Frequently Asked Questions About CT Lottery
How do I check if I have a winning CT Lottery ticket?
You can verify any CT Lottery ticket at any authorized retailer — the clerk runs it through the terminal and it either prints a "winner" confirmation or indicates no prize. You can also check winning numbers on the official CT Lottery website or through the CT Lottery app, which allows you to scan tickets. For the May 5 Fast Play HIGH ROLLER PROGRESSIVE, check your ticket immediately if you purchased at the Cromwell ShopRite location.
What are the odds of winning the $100,000 top prize on 50X The Cash?
The odds of winning the $100,000 top prize on the 50X The Cash scratch-off are 1 in 975,000. That means on average, one ticket in every 975,000 sold will produce a $100,000 winner. Scratch-off games print a fixed number of winning tickets when the game launches, so the total number of top prizes is predetermined — the probability shifts slightly as tickets are purchased and the pool of remaining tickets changes.
How long do CT Lottery players have to claim prizes?
Connecticut Lottery players generally have 180 days from the drawing date (for draw games) or the announced end-of-game date (for instant games) to claim prizes. After that window closes, unclaimed prizes are forfeited and returned to CT Lottery operations. The $156,944 Fast Play ticket drawn May 5, 2026, has approximately 180 days from that date before the prize expires.
Can you remain anonymous if you win a large CT Lottery prize?
Connecticut does not have a blanket anonymity law for lottery winners. Winning tickets are public records in Connecticut, and the CT Lottery typically publishes winner names and general locations as part of its transparency practices. Some large-prize winners have used trust structures to claim prizes with reduced personal exposure, but this requires legal setup before claiming. Players who win substantial amounts should consult an attorney before claiming.
What's the difference between Fast Play and regular scratch-off games?

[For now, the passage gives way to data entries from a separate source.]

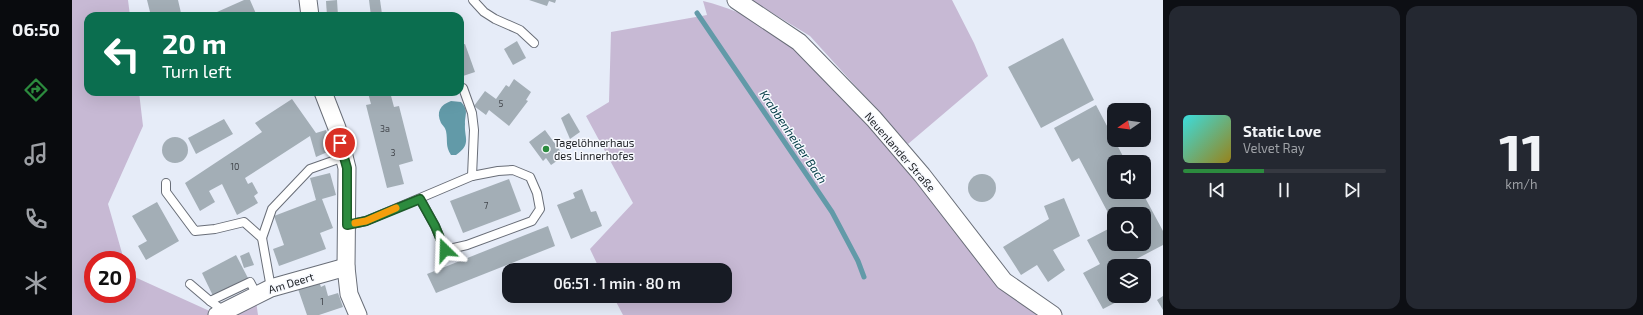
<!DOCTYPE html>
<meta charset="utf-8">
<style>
:root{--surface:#171b24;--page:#242831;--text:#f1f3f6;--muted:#9ea1a6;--line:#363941;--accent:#2c8b3e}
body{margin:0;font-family:"Exo 2",sans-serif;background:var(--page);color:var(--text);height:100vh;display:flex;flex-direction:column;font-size:15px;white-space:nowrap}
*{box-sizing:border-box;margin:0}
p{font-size:13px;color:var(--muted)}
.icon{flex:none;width:22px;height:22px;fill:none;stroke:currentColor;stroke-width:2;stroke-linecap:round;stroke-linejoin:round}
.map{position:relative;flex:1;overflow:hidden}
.panel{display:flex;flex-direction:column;gap:6px;padding:6px;background:#0d0f14;width:480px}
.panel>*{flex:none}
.hud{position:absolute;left:12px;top:12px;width:380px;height:84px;border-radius:12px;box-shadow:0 4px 16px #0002;background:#0b6e4f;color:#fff;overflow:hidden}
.needle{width:26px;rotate:257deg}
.fabs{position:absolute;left:1035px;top:103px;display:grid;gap:8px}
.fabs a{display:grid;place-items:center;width:44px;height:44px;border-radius:8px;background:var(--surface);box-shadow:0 4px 16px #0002;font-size:20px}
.speed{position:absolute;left:12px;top:251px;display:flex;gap:8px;font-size:20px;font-weight:700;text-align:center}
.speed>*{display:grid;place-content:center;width:52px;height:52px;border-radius:50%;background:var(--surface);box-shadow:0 4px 16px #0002;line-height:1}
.speed .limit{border:6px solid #d22;background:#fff;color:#111}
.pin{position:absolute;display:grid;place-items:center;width:34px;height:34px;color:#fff;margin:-17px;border:2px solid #fff;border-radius:50%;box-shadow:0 1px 4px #0007}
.me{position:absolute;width:44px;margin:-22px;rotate:338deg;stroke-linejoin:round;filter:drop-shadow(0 0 3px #0008)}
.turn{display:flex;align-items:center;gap:14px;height:84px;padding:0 12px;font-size:18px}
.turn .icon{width:52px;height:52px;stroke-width:2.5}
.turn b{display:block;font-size:28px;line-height:34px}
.panel .card{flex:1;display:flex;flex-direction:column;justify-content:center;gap:6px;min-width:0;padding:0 14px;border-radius:12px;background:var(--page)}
.panel .dial{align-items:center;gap:0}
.dial b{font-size:52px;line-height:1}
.song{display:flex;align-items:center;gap:12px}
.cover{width:48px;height:48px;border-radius:6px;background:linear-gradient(135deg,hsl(180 70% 55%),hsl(50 70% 35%))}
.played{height:4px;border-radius:2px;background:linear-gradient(90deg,var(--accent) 40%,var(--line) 40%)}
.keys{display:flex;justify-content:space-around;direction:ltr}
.panel .tiles{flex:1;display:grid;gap:6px;grid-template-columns:repeat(2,1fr)}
.trip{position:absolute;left:430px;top:263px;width:230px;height:40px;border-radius:12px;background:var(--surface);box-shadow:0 4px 16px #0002;font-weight:600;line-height:40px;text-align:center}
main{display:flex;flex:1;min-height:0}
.dock{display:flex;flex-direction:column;width:72px;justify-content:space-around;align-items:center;background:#090b0e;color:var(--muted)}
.dock .icon{width:28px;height:28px}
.dock .on{color:var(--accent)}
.dock b{font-size:18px;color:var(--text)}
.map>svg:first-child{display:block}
.green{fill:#c7b9d4}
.water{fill:#629aa8}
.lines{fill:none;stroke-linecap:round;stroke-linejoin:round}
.stream{stroke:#629aa8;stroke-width:5}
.building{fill:#a3aeb6}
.service-casing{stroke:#696e78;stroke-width:10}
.minor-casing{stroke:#696e78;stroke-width:19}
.service{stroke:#fff;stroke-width:8}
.minor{stroke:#fff;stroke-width:17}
.route-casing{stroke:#1d5a28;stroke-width:10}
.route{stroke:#2c8b3e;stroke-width:7}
.slow{stroke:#f59e0b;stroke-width:7}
.poi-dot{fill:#2c8b3e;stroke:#f7f9fe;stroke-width:1.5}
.labels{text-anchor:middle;stroke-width:3;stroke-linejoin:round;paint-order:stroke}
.number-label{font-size:9px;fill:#42464c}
.poi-label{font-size:11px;fill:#212428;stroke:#f7f9fe;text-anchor:start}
.street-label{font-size:11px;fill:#212428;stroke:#f7f9fe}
.water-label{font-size:12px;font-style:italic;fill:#013944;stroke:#f7f9fe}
</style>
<main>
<nav class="dock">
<b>06:50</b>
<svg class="icon on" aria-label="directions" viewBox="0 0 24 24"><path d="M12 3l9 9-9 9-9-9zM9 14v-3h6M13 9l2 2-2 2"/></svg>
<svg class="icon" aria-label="music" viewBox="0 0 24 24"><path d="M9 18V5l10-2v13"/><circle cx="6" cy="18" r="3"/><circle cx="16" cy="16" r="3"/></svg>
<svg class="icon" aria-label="phone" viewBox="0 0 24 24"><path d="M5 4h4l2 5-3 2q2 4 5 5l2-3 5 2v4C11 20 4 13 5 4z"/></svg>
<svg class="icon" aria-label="climate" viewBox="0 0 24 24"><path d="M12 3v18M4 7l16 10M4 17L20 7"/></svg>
</nav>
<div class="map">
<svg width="1091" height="315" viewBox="0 0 1091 315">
<rect width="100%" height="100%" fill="#e6ecf8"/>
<g class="green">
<path d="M0,0H56L58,16H16V92H67L71,126L36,204L52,260H21V294H55V272L56,274L142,313L138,315H0Z"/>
<path d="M679,0H880L902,43L916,76L836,144L738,36Z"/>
<path d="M631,1C684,14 712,37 751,73L969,315H828L831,302L828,315H551L541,296H653V270H528L518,249L561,203L514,116L537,102L539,32L635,15Z"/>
<path d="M184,301L186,315H150Z"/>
</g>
<path class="water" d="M379,101L389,102C397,111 393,113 393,124C392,138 400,144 384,155H379C373,146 376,141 374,131C373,127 371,126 369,123C364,112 368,105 379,101Z"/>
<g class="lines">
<path class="stream" d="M625,13L760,212L786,261L792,277"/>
</g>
<g class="building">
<path d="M75,0H106L109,13H113L114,16H79Z"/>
<path d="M172,0H178L185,16H136Z"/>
<path d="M265,0L266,16H255L254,1Z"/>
<path d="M297,0H308L310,14L299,16Z"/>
<path d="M457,0H484L483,3L477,1L475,6Z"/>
<path d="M991,38L1022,100L969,128L936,67Z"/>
<path d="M445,41L454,58L441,65L432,49Z"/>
<path d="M393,44L403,72L388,77V45Z"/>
<path d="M442,79L459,92L454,100L456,101L437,126L417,110L414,115L402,106L413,91L424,99L434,85L437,87Z"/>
<path d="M301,92H318L322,107L327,106L341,161L327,165L332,184L315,188L294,105L299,104L296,93Z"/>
<path d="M220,99L244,133L254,130L260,150L244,157L238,136L173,178L176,184L180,182L186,193L182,196L186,203L165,215L150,184L137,191L143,202L128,211L113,183L190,132L183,123Z"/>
<path d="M1024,105L1054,162H1042V192H1070L1091,231V245L1051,266H1042V296H1056L1031,309L1011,273L1028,264L1015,240L1042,226V244H1072V214H1042V224L1007,158L1000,162L982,128Z"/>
<path d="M497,113L508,132L498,139L489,118Z"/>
<path d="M152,119L161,134L124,154L116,138Z"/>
<path d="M473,130L492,156L479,165L474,158L471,161L457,142Z"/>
<circle cx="103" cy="150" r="13"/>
<path d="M258,173L264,195L250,199L261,228L248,233L254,249L207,266L201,249L212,245L202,216L244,200L238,178Z"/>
<circle cx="910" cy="188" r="14"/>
<path d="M437,179L449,211L391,233L378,201Z"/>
<path d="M510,189L519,212L524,211L530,226L499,239L485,205L503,198L501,193Z"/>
<path d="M992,198L1008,236L981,250L993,270L976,282L965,265L949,275L931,247L977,219L972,206Z"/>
<path d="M85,202L107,241L74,260L66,246L75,241L60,216Z"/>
<path d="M476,226L483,246L364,293L355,274Z"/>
<path d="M177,252L182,265L172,268L168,256Z"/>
<path d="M164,255L177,280L142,298L130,273Z"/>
<path d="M246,279L249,287L253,285L256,296L266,293L271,307L247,315H235L225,286Z"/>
<path d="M1091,296V310L1085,300Z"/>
</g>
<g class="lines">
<defs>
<g id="service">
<path d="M401,0L412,12L423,19L448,30L462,43"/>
<path d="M391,88L400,113L402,130L400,176"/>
<path d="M94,183V192L123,231L143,229L172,222L190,238L199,288"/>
<path d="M275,225L294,221L400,176L426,171L441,170L458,177L465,193L468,209L460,221L395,245L373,250L363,226L348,199"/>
<path d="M190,238L200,209L238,169L272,157"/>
<path d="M118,284L138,301"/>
<path d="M152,311L138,301L178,282L185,295"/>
</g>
<g id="minor">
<path d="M236,0L238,16"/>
<path d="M664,0L727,42L802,119L850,175L932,281L981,315"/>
<path d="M251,92L265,128L275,168L274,267L277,294L286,315"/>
<path d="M145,315L199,288L274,267"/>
</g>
</defs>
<use href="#service" class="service-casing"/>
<use href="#minor" class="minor-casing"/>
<use href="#service" class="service"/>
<use href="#minor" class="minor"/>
</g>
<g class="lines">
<defs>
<path id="route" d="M268,143L275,168V225L294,221L348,199L363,226L373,250"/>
</defs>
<use href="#route" class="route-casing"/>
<use href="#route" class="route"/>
<path class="slow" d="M283,223L294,221L324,208"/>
</g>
<circle class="poi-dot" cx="474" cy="149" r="4"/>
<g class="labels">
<g class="number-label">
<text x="429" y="107">5</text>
<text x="313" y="132">3a</text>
<text x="321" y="156">3</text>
<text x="163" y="170">10</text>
<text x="414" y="209">7</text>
<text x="250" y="305">1</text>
</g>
<g class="poi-label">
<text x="482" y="147">Tagelöhnerhaus<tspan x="482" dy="13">des Linnerhofes</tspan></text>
</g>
<g class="street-label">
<text transform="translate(828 152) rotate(49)" y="4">Neuenlander Straße</text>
<text transform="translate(219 283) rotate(-17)" y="4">Am Deert</text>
</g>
<g class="water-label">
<text transform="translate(721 137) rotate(56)" y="4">Krabbenheider Bach</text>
</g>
</g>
</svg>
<div class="fabs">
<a><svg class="needle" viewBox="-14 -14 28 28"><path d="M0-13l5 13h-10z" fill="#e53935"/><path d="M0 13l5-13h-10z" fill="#9ea1a6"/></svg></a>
<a><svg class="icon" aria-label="sound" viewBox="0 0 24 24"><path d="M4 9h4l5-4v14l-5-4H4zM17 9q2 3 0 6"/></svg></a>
<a><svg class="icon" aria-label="search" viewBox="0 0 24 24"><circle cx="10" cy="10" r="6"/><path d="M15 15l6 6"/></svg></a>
<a><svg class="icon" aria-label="layers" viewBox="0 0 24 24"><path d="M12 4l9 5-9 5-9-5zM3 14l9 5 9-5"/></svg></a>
</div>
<div class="speed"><div class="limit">20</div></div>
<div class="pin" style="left:268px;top:143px;background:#d93025"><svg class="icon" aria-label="arrive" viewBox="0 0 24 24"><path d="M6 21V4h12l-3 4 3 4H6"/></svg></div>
<svg class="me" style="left:373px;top:250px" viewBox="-20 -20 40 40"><path d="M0-17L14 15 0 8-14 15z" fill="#2c8b3e" stroke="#fff" stroke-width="4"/></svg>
<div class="trip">06:51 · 1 min · 80 m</div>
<div class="hud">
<div class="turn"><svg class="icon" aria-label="left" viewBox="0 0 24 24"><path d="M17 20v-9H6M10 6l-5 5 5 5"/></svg><div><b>20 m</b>Turn left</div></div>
</div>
</div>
<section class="panel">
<div class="tiles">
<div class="card">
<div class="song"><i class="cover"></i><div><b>Static Love</b><p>Velvet Ray</p></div></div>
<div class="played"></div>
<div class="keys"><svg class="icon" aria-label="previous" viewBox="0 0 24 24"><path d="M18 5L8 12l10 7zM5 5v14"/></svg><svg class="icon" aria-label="pause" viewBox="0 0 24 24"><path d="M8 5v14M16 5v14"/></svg><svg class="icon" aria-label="next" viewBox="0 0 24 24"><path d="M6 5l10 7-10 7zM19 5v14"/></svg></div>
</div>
<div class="card dial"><b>11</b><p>km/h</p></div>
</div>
</section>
</main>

Traditional scratch-off tickets have fixed prizes printed on the ticket — you scratch, you see what you won (or didn't). Fast Play tickets are generated by the terminal at the time of purchase, with the outcome determined electronically rather than pre-printed. Progressive Fast Play games like HIGH ROLLER PROGRESSIVE feature a jackpot that grows as more tickets are sold, until one ticket triggers the jackpot win. This means the prize isn't fixed — it depends on how much the jackpot has grown at the time your winning ticket is generated.
Conclusion
Early May 2026 has been a genuinely active stretch for CT Lottery players, with $186,553 already claimed between two winners and a $156,944 prize still waiting for its owner to step forward. The concentration of significant wins across scratch-offs, Cash 5, Fast Play, and Mega Millions in a single week reflects the volume of lottery activity in Connecticut rather than any unusual luck cluster — when millions of tickets are sold across multiple game formats, meaningful wins occur regularly.

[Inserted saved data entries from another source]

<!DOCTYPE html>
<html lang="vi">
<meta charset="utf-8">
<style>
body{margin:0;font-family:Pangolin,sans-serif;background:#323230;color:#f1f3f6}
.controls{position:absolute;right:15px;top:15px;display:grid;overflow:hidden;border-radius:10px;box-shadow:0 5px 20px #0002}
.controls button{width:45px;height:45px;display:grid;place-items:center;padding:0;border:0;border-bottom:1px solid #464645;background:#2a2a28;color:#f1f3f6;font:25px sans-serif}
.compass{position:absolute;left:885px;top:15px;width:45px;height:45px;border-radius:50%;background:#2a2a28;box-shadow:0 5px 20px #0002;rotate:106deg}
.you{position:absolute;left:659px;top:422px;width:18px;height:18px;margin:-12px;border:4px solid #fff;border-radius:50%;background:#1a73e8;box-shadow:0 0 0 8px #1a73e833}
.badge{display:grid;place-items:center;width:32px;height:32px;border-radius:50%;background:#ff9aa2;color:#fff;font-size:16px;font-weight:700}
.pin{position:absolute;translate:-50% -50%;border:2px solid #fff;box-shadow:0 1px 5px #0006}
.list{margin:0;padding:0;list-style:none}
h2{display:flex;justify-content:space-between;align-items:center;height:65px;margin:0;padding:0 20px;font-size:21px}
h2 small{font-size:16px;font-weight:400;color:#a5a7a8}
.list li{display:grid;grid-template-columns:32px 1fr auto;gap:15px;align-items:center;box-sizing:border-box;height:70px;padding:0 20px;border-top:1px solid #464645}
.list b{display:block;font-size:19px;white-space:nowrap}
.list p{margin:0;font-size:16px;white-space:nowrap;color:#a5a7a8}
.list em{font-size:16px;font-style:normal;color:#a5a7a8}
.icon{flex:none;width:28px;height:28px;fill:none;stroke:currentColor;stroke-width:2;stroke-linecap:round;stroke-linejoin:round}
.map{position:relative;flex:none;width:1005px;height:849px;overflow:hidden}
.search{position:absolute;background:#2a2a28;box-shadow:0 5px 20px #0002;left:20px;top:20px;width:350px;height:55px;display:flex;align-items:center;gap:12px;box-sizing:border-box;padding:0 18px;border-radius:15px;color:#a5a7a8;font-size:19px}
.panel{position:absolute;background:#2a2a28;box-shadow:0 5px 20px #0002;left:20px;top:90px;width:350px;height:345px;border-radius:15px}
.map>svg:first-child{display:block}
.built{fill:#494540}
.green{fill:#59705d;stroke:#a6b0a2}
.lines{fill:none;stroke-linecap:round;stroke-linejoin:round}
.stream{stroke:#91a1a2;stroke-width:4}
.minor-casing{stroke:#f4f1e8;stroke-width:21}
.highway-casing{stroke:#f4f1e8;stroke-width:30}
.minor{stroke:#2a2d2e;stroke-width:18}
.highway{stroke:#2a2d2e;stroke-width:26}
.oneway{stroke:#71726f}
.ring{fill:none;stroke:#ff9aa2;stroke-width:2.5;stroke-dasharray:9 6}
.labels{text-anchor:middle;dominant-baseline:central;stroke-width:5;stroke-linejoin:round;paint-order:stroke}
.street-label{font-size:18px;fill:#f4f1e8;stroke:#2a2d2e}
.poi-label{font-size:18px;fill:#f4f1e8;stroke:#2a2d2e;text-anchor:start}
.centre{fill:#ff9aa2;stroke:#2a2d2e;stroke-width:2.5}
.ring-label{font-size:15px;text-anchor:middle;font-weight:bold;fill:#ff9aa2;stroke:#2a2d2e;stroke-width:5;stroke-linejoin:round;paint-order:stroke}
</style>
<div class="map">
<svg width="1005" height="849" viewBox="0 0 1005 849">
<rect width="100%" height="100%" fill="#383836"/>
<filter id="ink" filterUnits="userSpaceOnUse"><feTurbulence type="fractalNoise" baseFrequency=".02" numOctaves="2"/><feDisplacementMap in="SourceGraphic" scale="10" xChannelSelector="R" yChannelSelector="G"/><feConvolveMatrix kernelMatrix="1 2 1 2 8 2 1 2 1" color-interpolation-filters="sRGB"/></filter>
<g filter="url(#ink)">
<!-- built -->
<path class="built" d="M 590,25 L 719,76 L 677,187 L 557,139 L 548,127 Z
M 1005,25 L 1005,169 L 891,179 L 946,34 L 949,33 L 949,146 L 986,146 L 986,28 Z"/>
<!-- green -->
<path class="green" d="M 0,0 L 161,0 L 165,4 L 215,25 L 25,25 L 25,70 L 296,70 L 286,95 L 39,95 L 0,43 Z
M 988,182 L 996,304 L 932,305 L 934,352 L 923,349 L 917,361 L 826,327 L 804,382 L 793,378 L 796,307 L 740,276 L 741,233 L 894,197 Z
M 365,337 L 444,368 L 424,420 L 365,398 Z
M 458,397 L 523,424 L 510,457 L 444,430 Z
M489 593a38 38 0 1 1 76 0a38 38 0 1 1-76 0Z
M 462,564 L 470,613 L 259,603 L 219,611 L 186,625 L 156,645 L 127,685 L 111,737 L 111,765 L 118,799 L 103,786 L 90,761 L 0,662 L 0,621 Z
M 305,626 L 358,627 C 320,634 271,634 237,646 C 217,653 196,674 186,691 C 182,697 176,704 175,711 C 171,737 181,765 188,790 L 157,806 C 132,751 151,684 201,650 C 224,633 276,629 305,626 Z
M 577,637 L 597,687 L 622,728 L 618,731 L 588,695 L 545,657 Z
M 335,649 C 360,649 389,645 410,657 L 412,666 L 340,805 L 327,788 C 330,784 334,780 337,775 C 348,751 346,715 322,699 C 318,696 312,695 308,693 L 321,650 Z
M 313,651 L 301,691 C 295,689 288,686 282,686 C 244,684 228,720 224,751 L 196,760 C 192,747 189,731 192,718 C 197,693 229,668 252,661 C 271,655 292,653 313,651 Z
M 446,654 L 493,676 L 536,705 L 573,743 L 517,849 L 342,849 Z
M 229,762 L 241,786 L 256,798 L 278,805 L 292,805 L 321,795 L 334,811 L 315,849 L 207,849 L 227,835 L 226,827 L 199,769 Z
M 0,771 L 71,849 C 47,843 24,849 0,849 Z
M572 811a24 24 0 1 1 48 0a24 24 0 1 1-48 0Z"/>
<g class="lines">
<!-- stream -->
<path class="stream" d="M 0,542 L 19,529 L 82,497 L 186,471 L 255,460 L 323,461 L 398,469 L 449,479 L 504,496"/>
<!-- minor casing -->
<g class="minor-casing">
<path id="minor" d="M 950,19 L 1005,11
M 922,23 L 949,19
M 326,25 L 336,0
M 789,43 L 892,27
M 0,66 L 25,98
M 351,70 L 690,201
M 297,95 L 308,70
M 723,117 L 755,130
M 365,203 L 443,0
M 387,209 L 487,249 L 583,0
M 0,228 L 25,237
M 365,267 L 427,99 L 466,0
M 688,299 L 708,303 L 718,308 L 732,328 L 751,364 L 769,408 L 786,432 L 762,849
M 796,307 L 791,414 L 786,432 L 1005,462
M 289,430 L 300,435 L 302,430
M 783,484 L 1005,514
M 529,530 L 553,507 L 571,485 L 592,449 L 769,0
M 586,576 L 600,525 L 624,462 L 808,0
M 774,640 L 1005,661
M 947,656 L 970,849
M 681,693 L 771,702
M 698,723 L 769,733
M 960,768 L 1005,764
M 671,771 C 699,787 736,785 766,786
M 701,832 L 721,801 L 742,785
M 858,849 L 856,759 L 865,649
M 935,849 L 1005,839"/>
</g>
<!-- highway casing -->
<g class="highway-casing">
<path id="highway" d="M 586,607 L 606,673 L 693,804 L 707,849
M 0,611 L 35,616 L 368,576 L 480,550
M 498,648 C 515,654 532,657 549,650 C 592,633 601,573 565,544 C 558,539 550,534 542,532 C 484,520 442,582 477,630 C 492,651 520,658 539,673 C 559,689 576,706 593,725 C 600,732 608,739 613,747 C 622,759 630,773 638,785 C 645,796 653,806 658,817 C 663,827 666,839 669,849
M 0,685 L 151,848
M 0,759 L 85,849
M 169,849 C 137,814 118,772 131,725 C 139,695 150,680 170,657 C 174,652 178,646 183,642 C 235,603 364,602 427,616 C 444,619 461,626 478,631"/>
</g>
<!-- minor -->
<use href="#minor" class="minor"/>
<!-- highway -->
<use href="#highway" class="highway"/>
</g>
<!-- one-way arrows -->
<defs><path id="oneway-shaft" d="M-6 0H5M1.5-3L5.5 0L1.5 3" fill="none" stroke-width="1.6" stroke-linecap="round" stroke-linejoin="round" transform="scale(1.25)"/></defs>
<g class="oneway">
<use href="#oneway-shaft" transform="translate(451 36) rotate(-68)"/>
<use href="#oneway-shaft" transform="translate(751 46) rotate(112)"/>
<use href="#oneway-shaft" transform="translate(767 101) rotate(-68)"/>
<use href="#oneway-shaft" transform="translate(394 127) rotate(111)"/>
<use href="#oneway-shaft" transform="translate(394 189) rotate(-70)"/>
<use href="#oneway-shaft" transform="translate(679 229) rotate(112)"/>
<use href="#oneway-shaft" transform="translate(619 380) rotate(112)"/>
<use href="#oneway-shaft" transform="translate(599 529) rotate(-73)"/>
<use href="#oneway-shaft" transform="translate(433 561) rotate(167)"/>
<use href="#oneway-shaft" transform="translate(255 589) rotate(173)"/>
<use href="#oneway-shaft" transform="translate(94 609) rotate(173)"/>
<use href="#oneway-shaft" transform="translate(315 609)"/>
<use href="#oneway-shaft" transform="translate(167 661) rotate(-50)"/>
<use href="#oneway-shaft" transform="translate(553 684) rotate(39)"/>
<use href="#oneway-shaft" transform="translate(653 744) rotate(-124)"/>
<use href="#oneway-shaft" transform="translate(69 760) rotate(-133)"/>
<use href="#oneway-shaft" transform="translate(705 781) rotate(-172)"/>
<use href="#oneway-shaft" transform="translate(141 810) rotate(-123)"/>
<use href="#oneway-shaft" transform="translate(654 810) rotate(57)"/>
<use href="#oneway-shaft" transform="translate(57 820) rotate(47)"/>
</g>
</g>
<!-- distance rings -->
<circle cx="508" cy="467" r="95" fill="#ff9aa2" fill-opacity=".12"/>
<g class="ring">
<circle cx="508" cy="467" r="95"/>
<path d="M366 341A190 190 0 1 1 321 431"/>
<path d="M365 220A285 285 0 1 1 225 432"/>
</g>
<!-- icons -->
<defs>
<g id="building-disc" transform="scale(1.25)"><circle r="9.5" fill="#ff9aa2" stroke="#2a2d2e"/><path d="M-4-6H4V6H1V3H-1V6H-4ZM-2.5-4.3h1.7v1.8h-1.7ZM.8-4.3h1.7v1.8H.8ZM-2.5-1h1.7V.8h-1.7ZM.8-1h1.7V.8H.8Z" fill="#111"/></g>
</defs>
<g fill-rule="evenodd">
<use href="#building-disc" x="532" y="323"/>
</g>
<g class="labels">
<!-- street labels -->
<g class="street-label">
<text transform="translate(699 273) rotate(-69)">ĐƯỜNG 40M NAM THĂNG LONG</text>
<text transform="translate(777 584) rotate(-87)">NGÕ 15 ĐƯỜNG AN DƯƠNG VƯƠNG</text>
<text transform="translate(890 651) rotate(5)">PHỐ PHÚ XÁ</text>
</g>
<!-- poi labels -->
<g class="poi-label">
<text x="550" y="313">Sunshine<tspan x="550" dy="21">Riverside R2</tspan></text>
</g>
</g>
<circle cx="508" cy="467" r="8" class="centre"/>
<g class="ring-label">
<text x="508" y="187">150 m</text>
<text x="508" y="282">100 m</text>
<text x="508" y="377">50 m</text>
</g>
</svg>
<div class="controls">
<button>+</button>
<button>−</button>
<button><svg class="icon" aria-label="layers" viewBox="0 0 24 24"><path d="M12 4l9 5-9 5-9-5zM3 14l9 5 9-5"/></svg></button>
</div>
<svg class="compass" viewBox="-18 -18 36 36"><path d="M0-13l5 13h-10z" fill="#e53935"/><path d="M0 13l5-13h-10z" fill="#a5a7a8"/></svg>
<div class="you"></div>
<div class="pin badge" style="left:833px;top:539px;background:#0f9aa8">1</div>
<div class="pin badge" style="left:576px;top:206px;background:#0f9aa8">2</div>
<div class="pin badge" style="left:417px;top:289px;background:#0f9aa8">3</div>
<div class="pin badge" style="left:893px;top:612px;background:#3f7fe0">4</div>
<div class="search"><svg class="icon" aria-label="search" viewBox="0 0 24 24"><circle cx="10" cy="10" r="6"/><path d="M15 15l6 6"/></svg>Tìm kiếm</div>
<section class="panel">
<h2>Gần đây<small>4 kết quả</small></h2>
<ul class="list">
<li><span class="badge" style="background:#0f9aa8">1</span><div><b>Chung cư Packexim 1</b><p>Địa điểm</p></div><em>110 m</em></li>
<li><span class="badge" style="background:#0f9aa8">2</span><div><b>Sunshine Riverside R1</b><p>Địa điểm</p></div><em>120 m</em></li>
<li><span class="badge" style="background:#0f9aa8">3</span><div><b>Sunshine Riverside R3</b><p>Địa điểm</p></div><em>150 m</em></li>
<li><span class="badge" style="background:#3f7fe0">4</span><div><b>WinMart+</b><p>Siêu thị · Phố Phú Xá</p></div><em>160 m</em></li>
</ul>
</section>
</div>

The practical takeaway is simple: if you hold any CT Lottery ticket from early May — particularly a Fast Play ticket from the Cromwell ShopRite — verify it. The unclaimed $156,944 prize has a real owner somewhere in central Connecticut, and the claim window won't stay open indefinitely. Beyond that immediate circumstance, the recent activity is a reminder that CT Lottery's portfolio of daily draw games and progressive instant-win formats produces real, significant prizes on a regular basis — not just the headline jackpots that generate national coverage.
For ongoing CT Lottery results, the official CT Lottery channels and regional news sources like the Hartford Courant and the Stamford Advocate post winning numbers and winner announcements promptly after each drawing. The May 8 results for Mega Millions, Lotto, Cash 5, Play 3, and Play 4 are already available for players checking recent purchases.